Fusenews: Back to work, everybody!

Tuesday 300x258 Fusenews: Back to work, everybody!Top o’ the Tuesday to you, gentle readers!  After a delightful Memorial Day Weekend of doing very little (aside from watching somewhat strangely high statistics for my dinky little Saturday review) I am now working my final week at NYPL before the imminent arrival of a brand new Baby Bird.  So let’s pack in the news items while we may, eh?

First off, big time thanks to everyone who showed up for the BEA Kidlit Drink Night.  We raised excellent money for Reading is Fundamental and Rasco from RIF provided her own sweet thanks as well.  Y’all are sweet and good and I appreciate you thoroughly.

And now the sad news.  I’m sure that some of you may have heard that librarian, blogger, and 2012 debut author Bridget Zinn died of colon cancer at the age of 33.  Tributes to her have been springing up all over the web and Liz at Tea Cozy has created a very impressive rundown on all the best Zinn links.  I was sorry not to have known her better.

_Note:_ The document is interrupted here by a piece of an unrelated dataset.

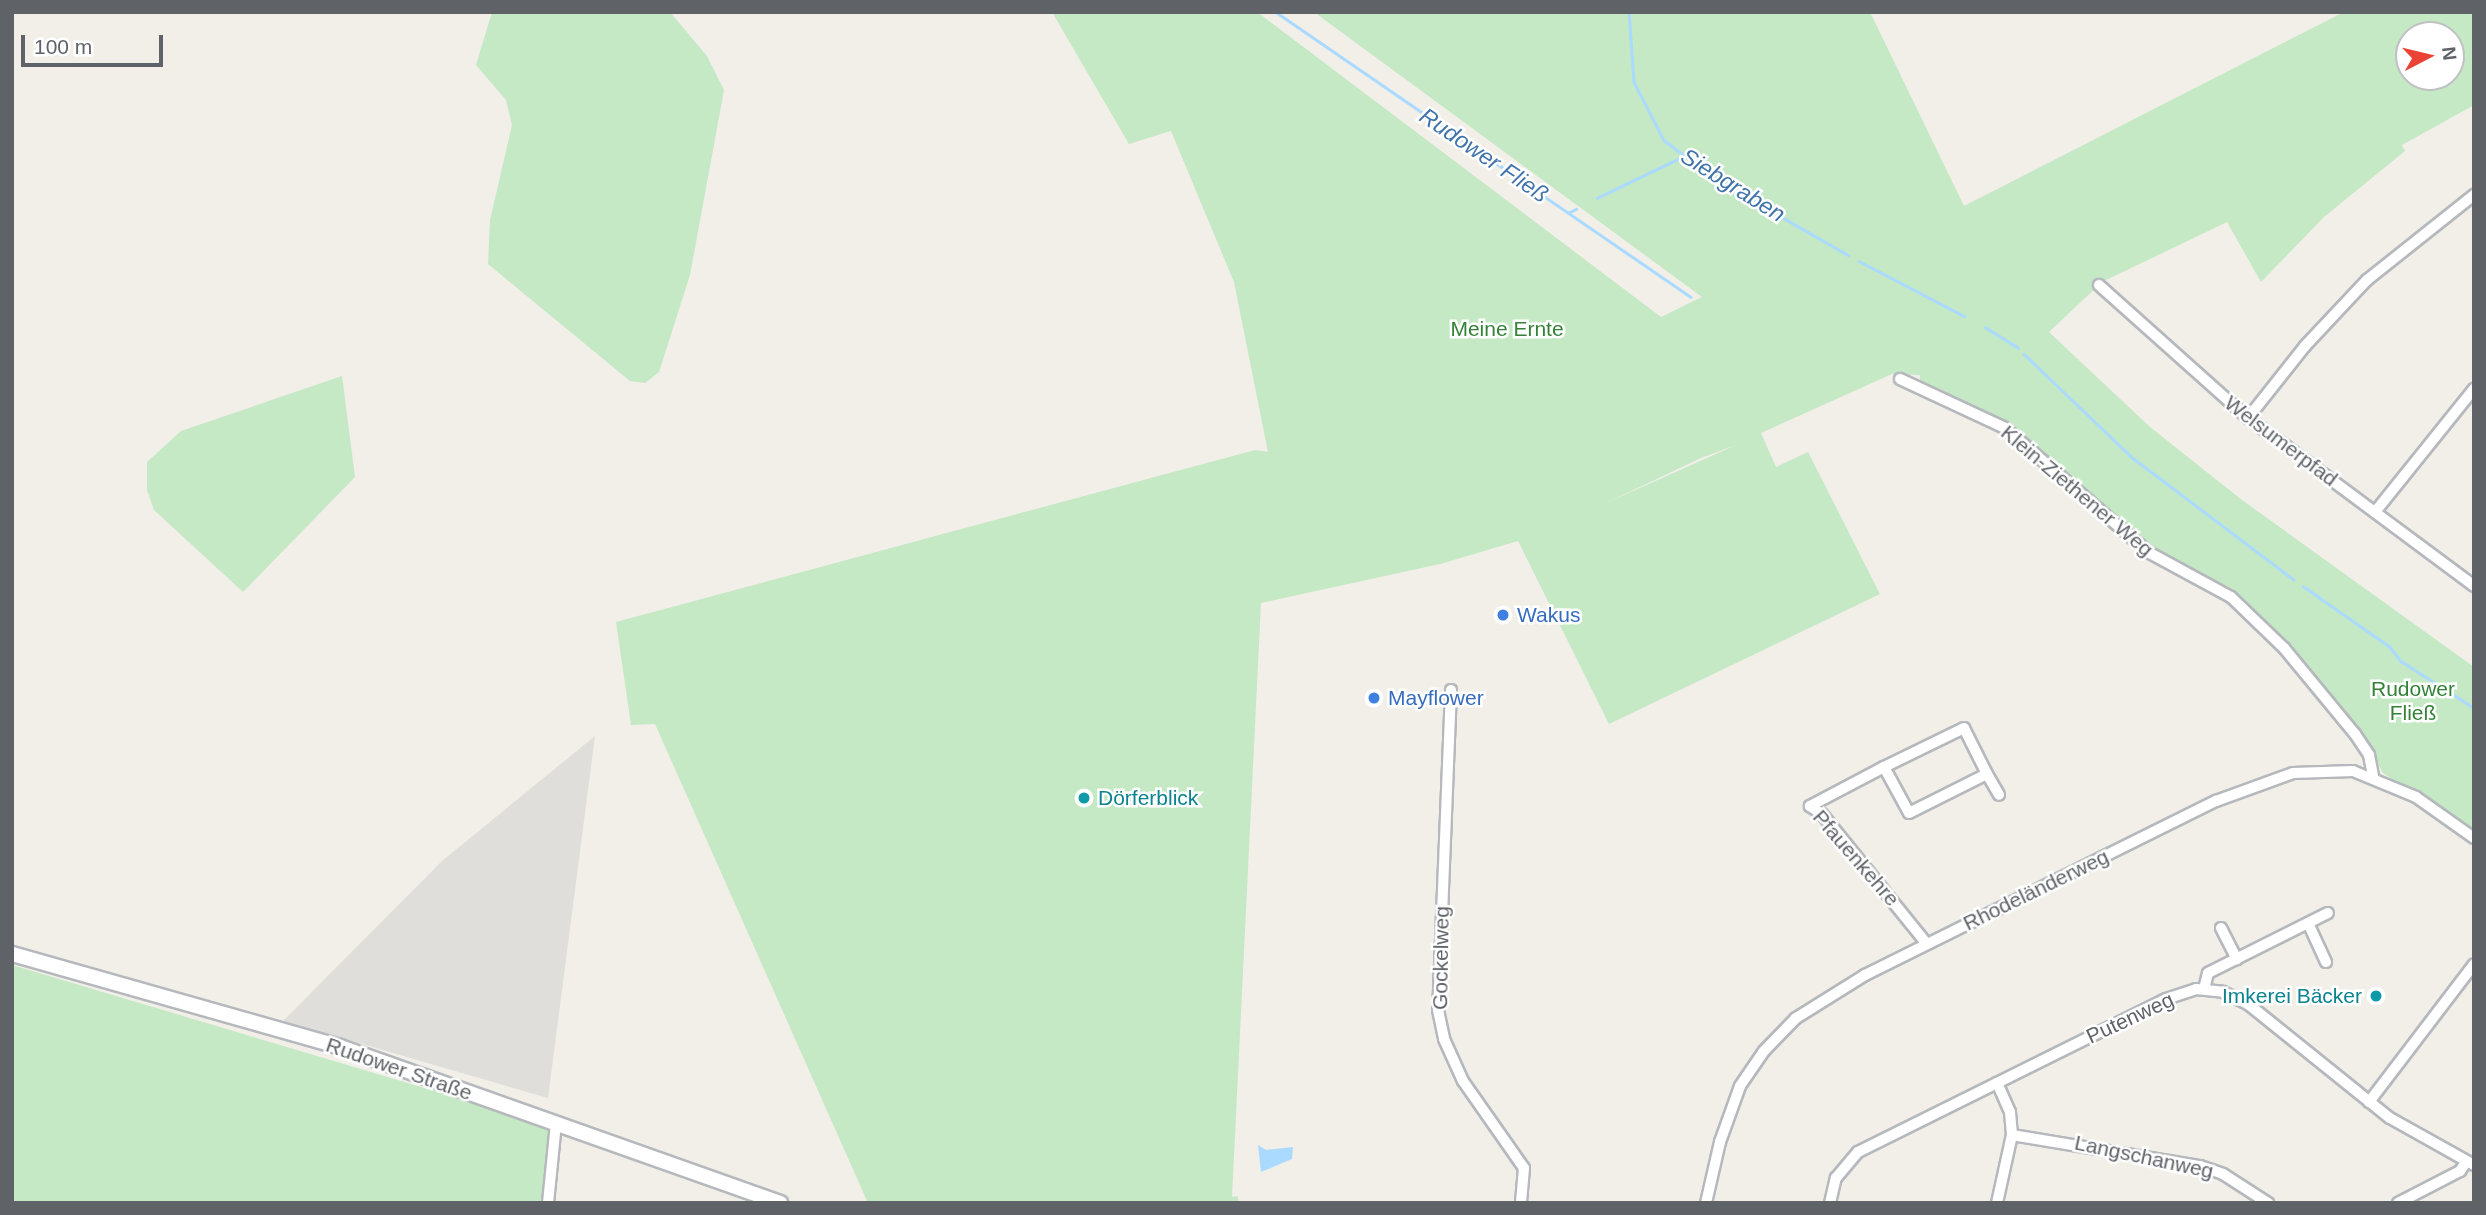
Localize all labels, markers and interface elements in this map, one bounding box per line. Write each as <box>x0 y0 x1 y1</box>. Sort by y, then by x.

  • I mentioned everything in my Day of Dialog rundown except the new books coming out.  Until I get around to typing that up, why don’t you head on over to the PW post BEA 2011: A Bountiful Fall for Children’s Books.  I’ve read some of those books, but a lot are unfamiliar to me.  Get a glimpse of what the publishers think will be big (warning: may differ wildly from what librarians think will be big).
  • I just can’t stop mentioning Candyland these days.  One minute I’m talking about the Candyland movie.  The next I’m insisting that you head over to The Scop where Jonathan Auxier talks up his favorite board game of all time: The Settlers of Catan. Sounds a bit like Risk except, as Jonathan says, “Risk is Candy Land in wingtips and a smoking jacket — a game of luck pretending to be a game of skill.”  I’m just amazed that no one’s done a Risk movie yet.  I mean, come on!  We’re already shooting most of our films in New Zealand/Australia anyway.  Clearly that’s where you’d have to set it.
  • Sounds pretty standard at first.  The online children’s book magazine Books for Keeps puts out a piece called Ten of the Best Dystopian Novels.  You probably are, like myself, expecting them to cover the usual.  Your Eva.  Your Z for Zachariah.  So it was with great pleasure that I noticed the #1 was The Wolves of Willoughby Chase.  Wait . . . oh!  Dystopian.  Not post-apocalyptic.  The other choices are just as fascinating (I always liked The Wind Singer).
  • Saying that there is good stuff at 100 Scope Notes is like saying there is air.  Two recent posts were particularly grand, however.  First, Travis takes down an unfortunate Jerry Spinelli cover that, I’m ashamed to say, my library still circulates.  The pleated jeans I could live with but the headband . . . yeah, fine.  We’ll try to order a paperback soon.  In the second post Travis takes a gander at the Mock Newbery/Caldecott lists on Goodreads for 2012.  I’ll have to consider that for my mid-year round-up. The comments gave me some good ideas too.  If there’s a 2011 trend, it appears to consist of newly illustrated versions of old books (The Crows of Pearblossom, The Secret River, etc.).  Interesting.
  • What do you tell a parent when they say they want a list of good resources for the newest children’s books?  It’s not an easy question, actually.  Librarians have a penchant for children’s literary review journals, but if a mom or dad just wants some good recommendations they seem more inclined to go to Goodreads, Amazon, or the New York Times bestseller list than anywhere else.  So the next time YOU have a parent at your children’s reference desk asking for a go to source, Brimful Curiosities recently came up with a great piece called Parents Staying Current – How to find the latest and best children’s books.  Bookmark it to your children’s reference computer.  I say this knowing perfectly well that she mentioned me right up front and that this sounds like a shameless plug.  I do not care.  The list is a thorough look at a variety of different online sources.  Fantastic!
  • The Blue Rose Girls just unarchived an old Libby Koponen post on the book Thimble Summer that I think I missed on its first go-round.  In it, Libby shows off the book (which is good) and one of its weirder aspects.  Now years and years and years ago I reviewed this book on Amazon, and somehow Libby found it (it’s still the top review, which I find an interesting testament to Amazon’s review-staying-power) and mentioned that I was concerned about the fact that Garnet’s best friend Citronella is continually referred to as fat in spite of the fact that she looks like this:

ThimbleSummer Fusenews: Back to work, everybody!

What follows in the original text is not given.